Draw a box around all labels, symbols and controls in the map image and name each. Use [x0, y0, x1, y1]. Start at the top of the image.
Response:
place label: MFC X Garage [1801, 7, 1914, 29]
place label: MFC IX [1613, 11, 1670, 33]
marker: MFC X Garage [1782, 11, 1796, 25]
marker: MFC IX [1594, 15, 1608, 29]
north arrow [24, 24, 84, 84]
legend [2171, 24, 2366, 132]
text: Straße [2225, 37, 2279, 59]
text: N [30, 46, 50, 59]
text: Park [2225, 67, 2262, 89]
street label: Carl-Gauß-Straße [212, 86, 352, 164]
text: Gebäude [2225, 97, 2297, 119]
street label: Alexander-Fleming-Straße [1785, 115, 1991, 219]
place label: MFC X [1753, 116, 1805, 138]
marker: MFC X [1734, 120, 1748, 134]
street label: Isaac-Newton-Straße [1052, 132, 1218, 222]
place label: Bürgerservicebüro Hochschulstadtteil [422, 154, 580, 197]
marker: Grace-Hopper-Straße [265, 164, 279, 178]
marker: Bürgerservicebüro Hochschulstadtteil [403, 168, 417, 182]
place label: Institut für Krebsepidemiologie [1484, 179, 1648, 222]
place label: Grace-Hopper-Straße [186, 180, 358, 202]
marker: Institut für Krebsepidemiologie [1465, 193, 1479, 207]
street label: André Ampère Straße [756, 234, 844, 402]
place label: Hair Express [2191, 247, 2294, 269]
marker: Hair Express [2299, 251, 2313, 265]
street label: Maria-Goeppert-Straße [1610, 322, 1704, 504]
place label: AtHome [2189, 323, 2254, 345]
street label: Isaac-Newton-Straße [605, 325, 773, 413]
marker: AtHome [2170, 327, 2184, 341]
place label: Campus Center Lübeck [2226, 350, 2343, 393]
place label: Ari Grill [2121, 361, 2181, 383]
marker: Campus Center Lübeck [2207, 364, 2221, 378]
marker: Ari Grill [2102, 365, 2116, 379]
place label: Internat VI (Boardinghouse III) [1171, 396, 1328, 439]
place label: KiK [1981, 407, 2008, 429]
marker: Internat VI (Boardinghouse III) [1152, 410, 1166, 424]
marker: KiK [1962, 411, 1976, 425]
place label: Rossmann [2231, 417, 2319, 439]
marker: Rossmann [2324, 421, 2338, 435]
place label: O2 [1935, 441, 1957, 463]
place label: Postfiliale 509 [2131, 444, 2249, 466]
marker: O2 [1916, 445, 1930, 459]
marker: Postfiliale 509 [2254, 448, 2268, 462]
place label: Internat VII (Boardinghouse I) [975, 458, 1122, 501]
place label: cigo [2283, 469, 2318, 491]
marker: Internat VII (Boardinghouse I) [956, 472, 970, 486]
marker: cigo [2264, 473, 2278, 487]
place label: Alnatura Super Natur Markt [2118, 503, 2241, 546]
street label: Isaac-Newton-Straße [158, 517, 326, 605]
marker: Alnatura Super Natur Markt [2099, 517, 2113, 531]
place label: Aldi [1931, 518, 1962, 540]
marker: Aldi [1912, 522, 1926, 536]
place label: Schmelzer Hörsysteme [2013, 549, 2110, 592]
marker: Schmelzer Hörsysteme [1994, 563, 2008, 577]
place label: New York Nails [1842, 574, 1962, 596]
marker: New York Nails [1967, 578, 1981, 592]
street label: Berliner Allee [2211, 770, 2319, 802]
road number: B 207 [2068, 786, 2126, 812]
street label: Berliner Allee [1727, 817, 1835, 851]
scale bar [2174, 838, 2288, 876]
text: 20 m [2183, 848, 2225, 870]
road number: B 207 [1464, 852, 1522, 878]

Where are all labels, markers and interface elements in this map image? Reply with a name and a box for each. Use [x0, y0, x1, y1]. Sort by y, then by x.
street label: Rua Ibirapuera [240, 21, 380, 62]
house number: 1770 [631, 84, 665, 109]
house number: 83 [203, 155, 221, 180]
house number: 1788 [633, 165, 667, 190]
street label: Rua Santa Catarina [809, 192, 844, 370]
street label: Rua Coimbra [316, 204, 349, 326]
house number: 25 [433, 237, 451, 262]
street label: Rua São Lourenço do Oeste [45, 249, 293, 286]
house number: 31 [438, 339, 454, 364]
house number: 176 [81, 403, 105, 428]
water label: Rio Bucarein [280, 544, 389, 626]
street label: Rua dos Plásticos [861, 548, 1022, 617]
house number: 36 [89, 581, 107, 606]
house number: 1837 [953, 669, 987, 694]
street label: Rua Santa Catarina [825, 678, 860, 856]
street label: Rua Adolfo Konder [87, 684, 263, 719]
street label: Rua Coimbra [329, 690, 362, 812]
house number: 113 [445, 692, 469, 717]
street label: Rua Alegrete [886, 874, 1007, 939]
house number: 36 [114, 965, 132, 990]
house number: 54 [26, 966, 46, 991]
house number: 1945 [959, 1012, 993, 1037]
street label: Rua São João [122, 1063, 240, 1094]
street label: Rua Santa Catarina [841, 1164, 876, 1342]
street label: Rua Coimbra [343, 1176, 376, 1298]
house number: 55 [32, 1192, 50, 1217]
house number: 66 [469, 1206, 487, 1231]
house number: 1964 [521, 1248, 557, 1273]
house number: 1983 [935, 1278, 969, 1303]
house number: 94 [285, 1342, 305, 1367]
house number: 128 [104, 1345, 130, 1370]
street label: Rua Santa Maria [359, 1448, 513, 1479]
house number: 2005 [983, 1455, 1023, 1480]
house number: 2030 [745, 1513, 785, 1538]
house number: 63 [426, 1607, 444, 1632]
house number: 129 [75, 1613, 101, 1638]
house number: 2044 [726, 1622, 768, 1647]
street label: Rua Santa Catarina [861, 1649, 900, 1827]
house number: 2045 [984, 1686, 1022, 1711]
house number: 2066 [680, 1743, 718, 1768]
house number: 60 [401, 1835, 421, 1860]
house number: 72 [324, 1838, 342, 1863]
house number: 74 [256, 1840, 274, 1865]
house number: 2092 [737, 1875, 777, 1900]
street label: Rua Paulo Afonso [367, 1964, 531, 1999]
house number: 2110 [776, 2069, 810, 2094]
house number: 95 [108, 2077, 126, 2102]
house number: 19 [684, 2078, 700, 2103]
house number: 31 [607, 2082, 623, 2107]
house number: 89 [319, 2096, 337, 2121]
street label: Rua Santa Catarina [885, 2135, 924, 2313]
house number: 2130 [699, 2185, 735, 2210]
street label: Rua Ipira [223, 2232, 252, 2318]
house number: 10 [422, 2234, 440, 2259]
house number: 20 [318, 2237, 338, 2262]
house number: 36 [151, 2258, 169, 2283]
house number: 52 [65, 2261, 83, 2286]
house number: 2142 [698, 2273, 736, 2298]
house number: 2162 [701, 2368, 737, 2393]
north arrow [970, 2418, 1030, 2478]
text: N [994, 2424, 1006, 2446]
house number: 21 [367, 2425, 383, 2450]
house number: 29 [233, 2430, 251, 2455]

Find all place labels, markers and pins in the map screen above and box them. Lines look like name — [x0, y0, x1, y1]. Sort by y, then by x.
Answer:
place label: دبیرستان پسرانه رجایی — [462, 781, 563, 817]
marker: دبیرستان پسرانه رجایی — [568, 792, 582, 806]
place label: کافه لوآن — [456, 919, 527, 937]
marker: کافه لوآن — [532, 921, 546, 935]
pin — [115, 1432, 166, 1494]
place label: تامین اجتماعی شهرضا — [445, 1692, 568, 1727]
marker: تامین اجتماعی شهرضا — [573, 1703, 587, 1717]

== == ==

## WORK INSTRUCTION:
In the records, how many lines include the string "Grace"? The answer is that number alone.

## ANSWER AREA:
2